Salsa - Again would probably get from REI, this also has a 530 ETT, little more Money than the others (if worth it would still get it)

Questions I have:
- Anyone convert any of the options to tubeless?
- Anyone know weights?
- If you Kids are riding them how tall (approx fine) are they, and do you think they fit?
- Do you think the gearing between crank length, chain ring size, and cassette is sufficient?

Any thoughts, or data you can share based on actual owning the bike or research you have done would be great. Thanks.

EDIT: I am an expereinced home Bike Mechanic and have built multiple high end bikes for myself, so assembly genral bike knowledge not an issue for me.


----------



## fastpath (Aug 27, 2004)

Here are 2 more models to check out:
Giant XTC Jr. 24+ 2.8
Norco Fluid HT+ 4.3+ 2.6" 500mm ETT

You can get a rigid fork for 26" bikes that has the right A2C for about $70.

Also, Many 8 speed kids bikes use freewheels instead of cassettes.


----------



## cyb0rg (Aug 21, 2016)

Can you recommend a place with a good 26" rigid? What's the right A2C adjusted length for typical 24" suspension fork? Any recommendation would be great? 

Sent from my Pixel using Tapatalk


----------



## fastpath (Aug 27, 2004)

I believe the A2C is ~415mm.
Something like this would work(this one says 420mm but another ad for the same fork says 435mm):
https://www.ebay.com/itm/mr-ride-MO...783460?hash=item35e9620b64:g:oyUAAOSwkNZUqfjH

I'm not sure why this one is advertised as suspension correct but is only 375mm:

https://www.ebay.com/itm/24-Rigid-M...var=521492972910&_trksid=p2060353.m1438.l2649

Of course with discs it's easier but with Vbrakes, you'd need some sort of adapter to put the bosses in the right place.

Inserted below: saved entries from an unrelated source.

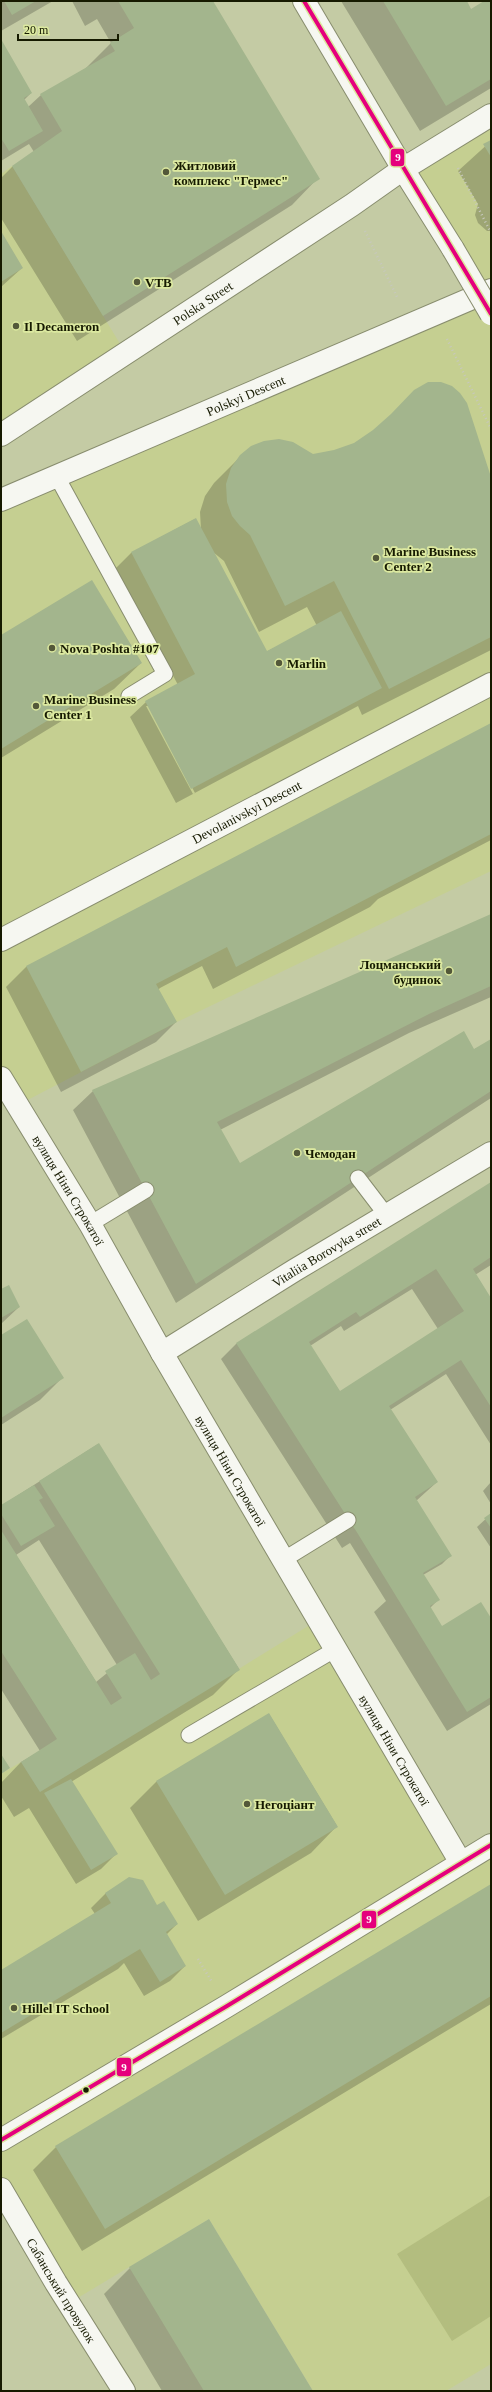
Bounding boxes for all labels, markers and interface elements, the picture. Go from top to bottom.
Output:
scale bar [18,16,118,42]
text: 20 m [24,23,49,37]
line badge: 9 [390,148,405,167]
text: 9 [395,151,401,163]
place label: Житловий комплекс "Гермес" [174,158,288,188]
marker: Житловий комплекс "Гермес" [161,167,171,177]
place label: VTB [145,275,172,290]
marker: VTB [132,277,142,287]
street label: Polska Street [170,278,236,328]
place label: Il Decameron [24,319,100,334]
marker: Il Decameron [11,321,21,331]
street label: Polskyi Descent [204,372,288,419]
place label: Marine Business Center 2 [384,544,476,574]
marker: Marine Business Center 2 [371,553,381,563]
place label: Nova Poshta #107 [60,641,159,656]
marker: Nova Poshta #107 [47,643,57,653]
place label: Marlin [287,656,327,671]
marker: Marlin [274,658,284,668]
place label: Marine Business Center 1 [44,692,136,722]
marker: Marine Business Center 1 [31,701,41,711]
street label: Devolanivskyi Descent [190,777,304,847]
place label: Лоцманський будинок [360,957,442,987]
marker: Лоцманський будинок [444,966,454,976]
street label: вулиця Ніни Строкатої [30,1132,108,1248]
place label: Чемодан [305,1146,356,1161]
marker: Чемодан [292,1148,302,1158]
street label: Vitaliia Borovyka street [269,1213,384,1291]
street label: вулиця Ніни Строкатої [192,1413,269,1529]
street label: вулиця Ніни Строкатої [356,1692,433,1809]
place label: Негоціант [255,1797,315,1812]
marker: Негоціант [242,1799,252,1809]
line badge: 9 [361,1910,377,1929]
text: 9 [366,1913,372,1925]
place label: Hillel IT School [22,2001,110,2016]
marker: Hillel IT School [9,2003,19,2013]
line badge: 9 [116,2057,132,2077]
text: 9 [121,2061,127,2073]
unlabelled marker [81,2085,91,2095]
street label: Сабанський провулок [23,2236,99,2346]

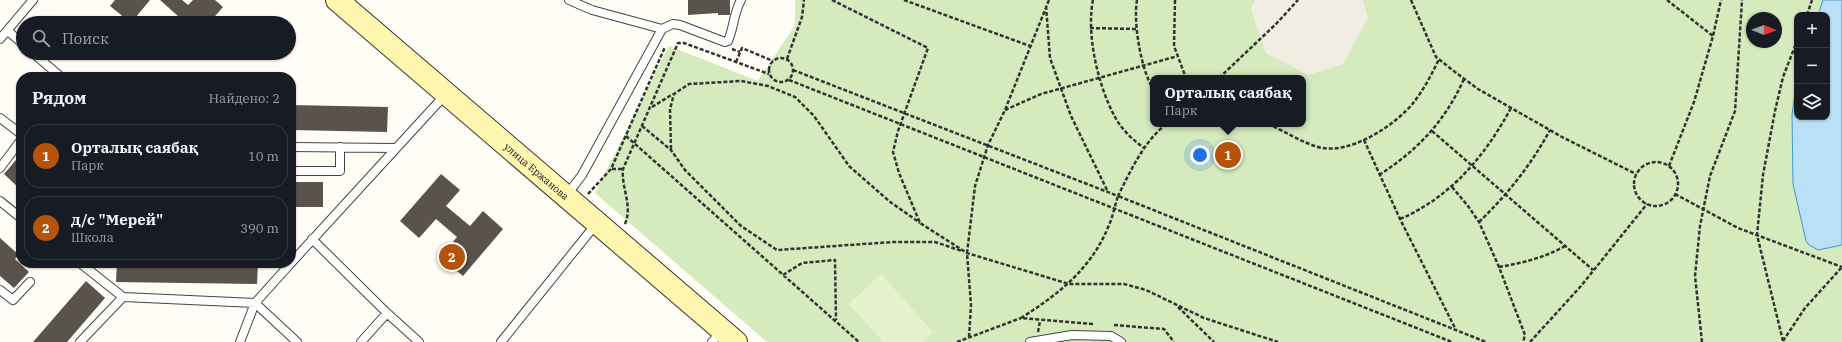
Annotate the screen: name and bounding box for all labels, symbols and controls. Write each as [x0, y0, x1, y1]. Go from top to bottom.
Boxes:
north arrow [1746, 12, 1782, 48]
map controls [1794, 12, 1830, 120]
button: + [1794, 12, 1830, 48]
search box [16, 16, 296, 60]
icon: search [30, 27, 52, 49]
text: Поиск [62, 29, 109, 48]
button: − [1794, 48, 1830, 84]
popup [1150, 75, 1306, 127]
text: Орталық саябақ [1164, 83, 1292, 102]
button: layers [1794, 84, 1830, 120]
text: Рядом [32, 87, 87, 109]
text: Найдено: 2 [209, 90, 280, 107]
text: Парк [1164, 102, 1197, 119]
text: Орталық саябақ [71, 138, 198, 157]
street label: улица Ержанова [501, 140, 572, 203]
pin: 1 [1215, 140, 1241, 170]
your location [1190, 145, 1210, 165]
text: 1 [42, 148, 50, 165]
text: 10 m [248, 148, 279, 165]
text: Парк [71, 157, 104, 174]
text: д/с "Мерей" [71, 210, 163, 229]
text: 2 [42, 220, 50, 237]
text: 390 m [240, 220, 279, 237]
text: Школа [71, 229, 114, 246]
pin: 2 [439, 242, 465, 272]

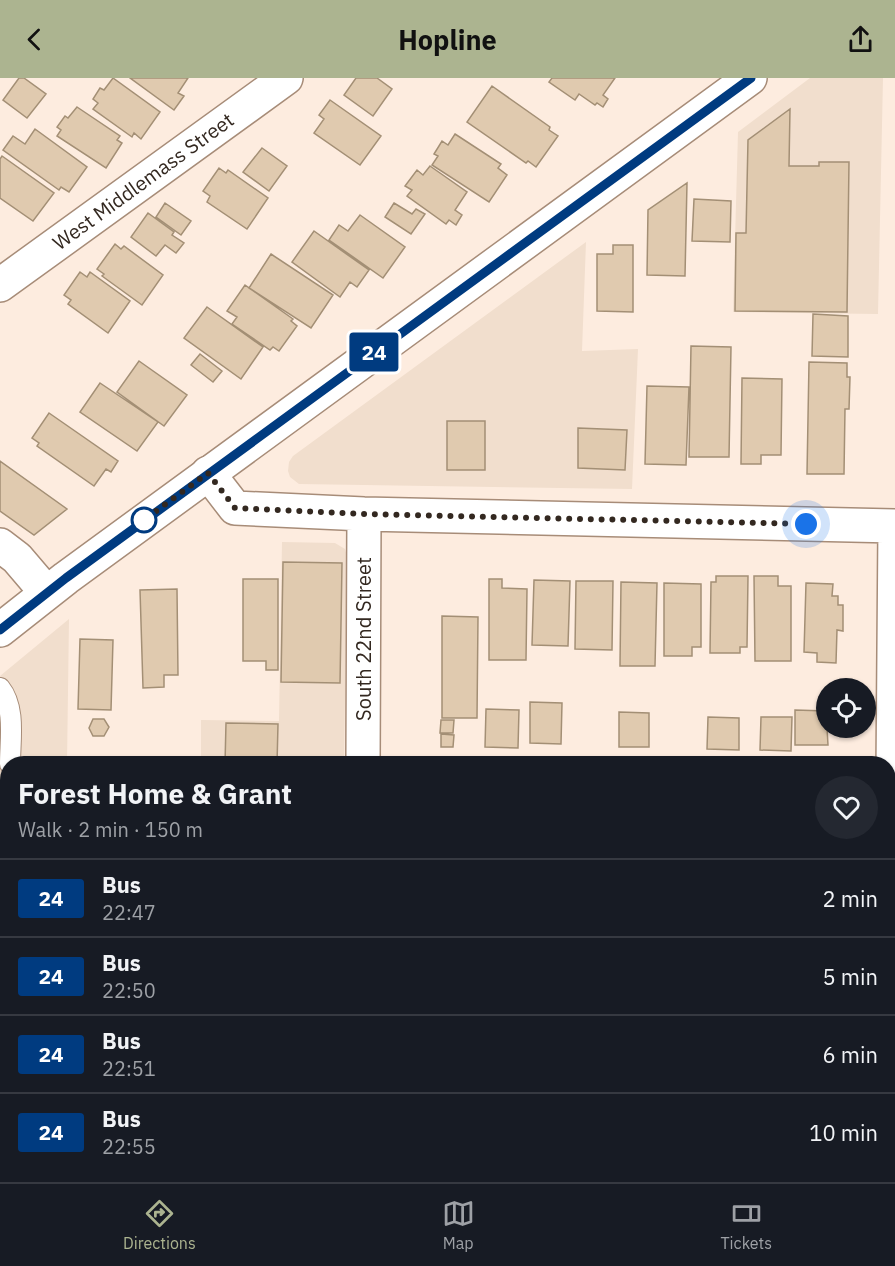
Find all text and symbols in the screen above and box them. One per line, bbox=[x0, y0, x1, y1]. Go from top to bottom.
text: Hopline bbox=[398, 22, 497, 57]
icon: back bbox=[18, 23, 51, 56]
icon: share bbox=[844, 23, 877, 56]
street label: West Middlemass Street bbox=[47, 106, 239, 256]
line badge: 24 bbox=[347, 332, 401, 372]
text: 24 bbox=[361, 338, 387, 366]
unlabelled marker bbox=[131, 507, 157, 533]
your location bbox=[791, 509, 821, 539]
street label: South 22nd Street bbox=[350, 557, 377, 721]
map controls bbox=[816, 678, 876, 738]
button: locate bbox=[816, 678, 876, 738]
text: Forest Home & Grant bbox=[18, 775, 292, 812]
button: heart bbox=[815, 776, 878, 839]
text: Walk · 2 min · 150 m bbox=[18, 816, 203, 843]
text: Bus bbox=[102, 870, 141, 899]
text: 24 bbox=[38, 884, 64, 912]
text: 2 min bbox=[822, 884, 878, 913]
text: 22:47 bbox=[102, 899, 156, 926]
text: Bus bbox=[102, 948, 141, 977]
text: 24 bbox=[38, 962, 64, 990]
text: 5 min bbox=[822, 962, 878, 991]
text: 22:50 bbox=[102, 977, 156, 1004]
text: Bus bbox=[102, 1026, 141, 1055]
text: 24 bbox=[38, 1040, 64, 1068]
text: 6 min bbox=[822, 1040, 878, 1069]
text: 22:51 bbox=[102, 1055, 156, 1082]
text: Bus bbox=[102, 1104, 141, 1133]
text: 24 bbox=[38, 1118, 64, 1146]
text: 10 min bbox=[809, 1118, 878, 1147]
text: 22:55 bbox=[102, 1133, 156, 1160]
tab: Directions bbox=[123, 1197, 196, 1253]
tab: Map bbox=[442, 1197, 475, 1253]
tab: Tickets bbox=[720, 1197, 772, 1253]

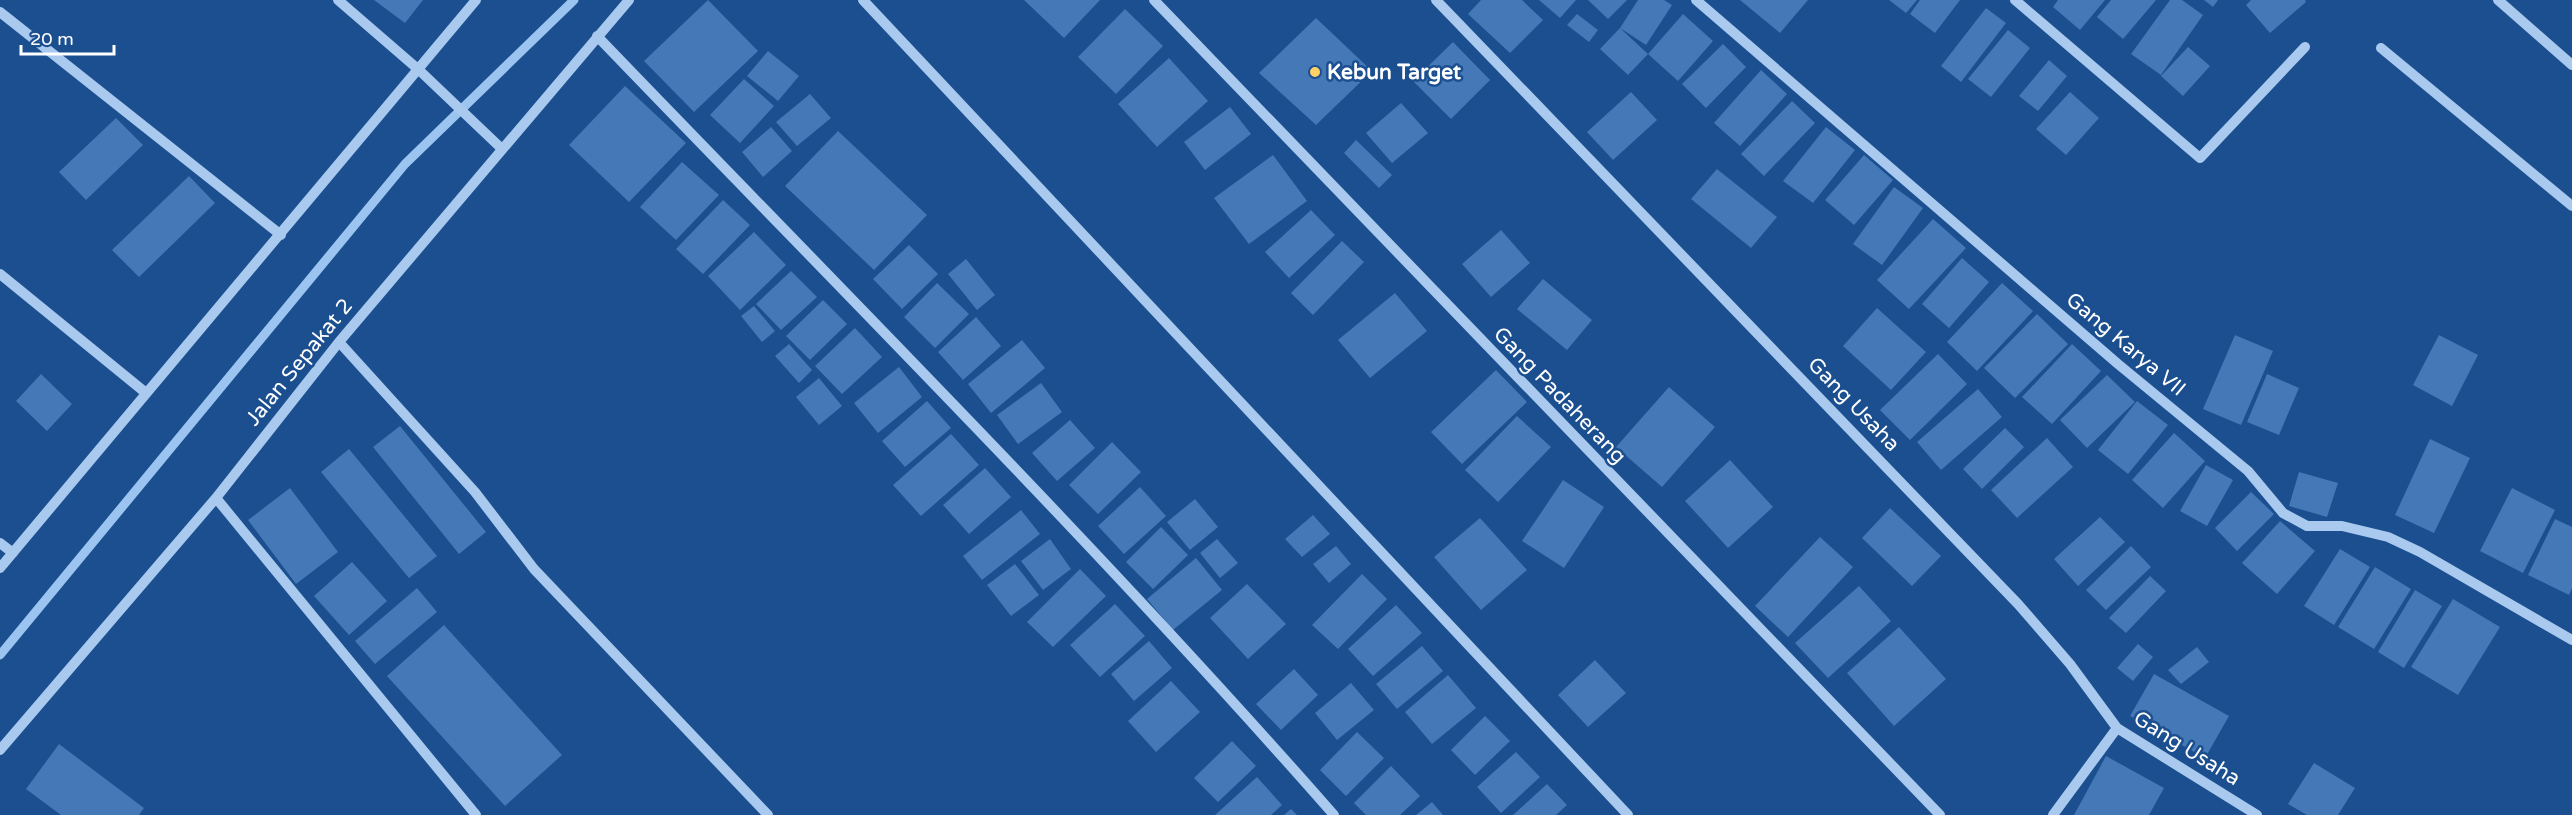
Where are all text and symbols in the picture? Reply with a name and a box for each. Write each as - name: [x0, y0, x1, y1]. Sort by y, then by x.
- scale bar: [21, 18, 114, 56]
- text: 20 m: [30, 28, 74, 50]
- place label: Kebun Target: [1327, 60, 1461, 85]
- marker: Kebun Target: [1308, 65, 1322, 79]
- street label: Gang Karya VII: [2061, 287, 2190, 402]
- street label: Jalan Sepakat 2: [241, 294, 358, 431]
- street label: Gang Padaherang: [1488, 322, 1631, 469]
- street label: Gang Usaha: [1803, 352, 1905, 457]
- street label: Gang Usaha: [2129, 706, 2245, 791]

https://www.ebay.com/itm/Full-Carbo...m=263676754510&_trksid=p2047675.c100005.m1851



cyb0rg said:


> Can you recommend a place with a good 26" rigid? What's the right A2C adjusted length for typical 24" suspension fork? Any recommendation would be great?
> 
> Sent from my Pixel using Tapatalk


----------



## cyb0rg (Aug 21, 2016)

Thank you kindly sir! 

Sent from my Pixel using Tapatalk


----------



## Porkchop_Power (Jul 30, 2008)

Been seeing more plus size 24" bikes. Wondering why the interest? I understand the benefits of plus tires but the downsides seem to be worse for kids (heavy tires with a lot of drag). Wouldn't that be the opposite of getting kids to have an easier time riding? It still seems like a marketing thing more than an actual benefit for someone who weighs only 50 lbs (my daughter rides a non-plus sized 24" but is only 7). At that weight you really need all the help you can get climbing.


----------



## hogfly (Mar 6, 2018)

Porkchop_Power said:


> Been seeing more plus size 24" bikes. Wondering why the interest? I understand the benefits of plus tires but the downsides seem to be worse for kids (heavy tires with a lot of drag). Wouldn't that be the opposite of getting kids to have an easier time riding? It still seems like a marketing thing more than an actual benefit for someone who weighs only 50 lbs (my daughter rides a non-plus sized 24" but is only 7). At that weight you really need all the help you can get climbing.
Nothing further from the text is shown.